St Pancras Old Church

St Pancras Old Church

St Pancras Old Church
Denomination Church of England
Tradition Anglo-Catholic
Website posp.co.uk/old-st-pancras
Administration
Parish Old St Pancras
Deanery South Camden
Archdeaconry Hampstead
Episcopal area Edmonton
Diocese London
Province Canterbury
Clergy
Vicar(s) James Elston

St Pancras Old Church is a Church of England parish church in Somers Town, central London. It is dedicated to the Roman martyr Saint Pancras, and is believed by many to be one of the oldest sites of Christian worship in England. The church is situated on Pancras Road in the London Borough of Camden, with the surrounding area and its international railway station taking its name. St Pancras Old Church, which was largely rebuilt in the Victorian era, should not be confused with St Pancras New Church about a kilometre away, on the Euston Road.

History

St Pancras Old Church in 1815. It was largely reconstructed later in the 19th century. The River Fleet has been covered over.

Parish

Originally, the parish of St Pancras stretched from close to Oxford Street almost to Highgate. In the early Middle Ages there was a centre of population in the vicinity of what is now known as the old church. However, in the 14th century the population abandoned the site and moved to what is now Kentish Town. The reasons for this were probably the vulnerability of the plain around the church to flooding (the River Fleet, which is now underground, runs through it) and the availability of better wells at Kentish Town, where there is less clay in the soil. The church subsequently fell into disrepair. Towards the end of the 18th century, services were only held in the church on one Sunday each month; on other weeks, the same congregation would use a chapel in Kentish Town.[1] It lost its status as the parish church when the New Church on what was to become the Euston Road was consecrated in 1822, and became a chapel of ease.

Early history

Documentary evidence for the early history of the church is scanty, although it is considered by some to have existed since AD 314.[2] but there is no archaeological or documentary evidence to support this. The claim is discussed below under Legendary origins.

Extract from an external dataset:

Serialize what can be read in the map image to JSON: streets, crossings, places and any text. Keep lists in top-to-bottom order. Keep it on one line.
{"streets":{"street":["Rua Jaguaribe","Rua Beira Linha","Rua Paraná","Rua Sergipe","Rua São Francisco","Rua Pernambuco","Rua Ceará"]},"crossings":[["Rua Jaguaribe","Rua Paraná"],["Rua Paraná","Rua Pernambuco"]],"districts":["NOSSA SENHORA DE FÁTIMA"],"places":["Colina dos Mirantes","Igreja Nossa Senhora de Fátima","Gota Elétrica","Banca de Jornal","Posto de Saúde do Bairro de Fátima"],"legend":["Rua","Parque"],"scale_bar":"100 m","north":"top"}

Phil Emery and Pat Miller discuss the issue in 'Archaeological findings at the site of the St Pancras Burial Ground and its vicinity'. They say: 'The 1847 reconstruction of the medieval church revealed Roman tiles in the fabric of its tower and an inscribed altar stone dated to AD 625, which might suggest an early 7th-century foundation. The original cemetery around the church appears to have been sub-circular like many late Saxon cemeteries.'

Remnants of medieval features and references in the Domesday Book suggest it pre-dates the Norman Conquest.[3] It was known simply as "St Pancras Church" until — in response to 18th- and 19th-century urban expansion — St Pancras New Church was built a little over half a mile away on the south side of what is now the Euston Road.[4]

After the Reformation the isolation and decay of the church made it a tempting resort for Catholics: indeed, it was said that the last bell which tolled for the Mass in England was at St Pancras.[5] St Pancras (and to a lesser degree Paddington Church) were the only places in London where Roman Catholics were permitted to be buried[6] Among the several Catholics buried in the churchyard where Johann Christian Bach, Johann Sebastian’s youngest son.[5] Bach's name was unfortunately misspelled in the burial register of the Saint Pancras Church, where he was listed as John Cristian Back.[7]

Restoration

Interior view of the chancel.
Interior looking west.

As it stood in the early 19th century the church consisted of an unaisled nave, a chancel without a chancel arch and a western tower. The south porch had served as a vestry since the 18th century.

By 1847 the Old Church was derelict, but in view of the growth of population in the southern part of the parish, it was decided to restore it. The architect of the alterations was Alexander Dick Gough. The old tower was removed, allowing the nave to be extended westwards, and a new tower was built on the south side. The south porch was removed, and a new vestry was added on the north side. The whole exterior of the church was refaced or reworked.[3] The enlargement and the addition of galleries increased the capacity of the church from about 120 to 500.[8]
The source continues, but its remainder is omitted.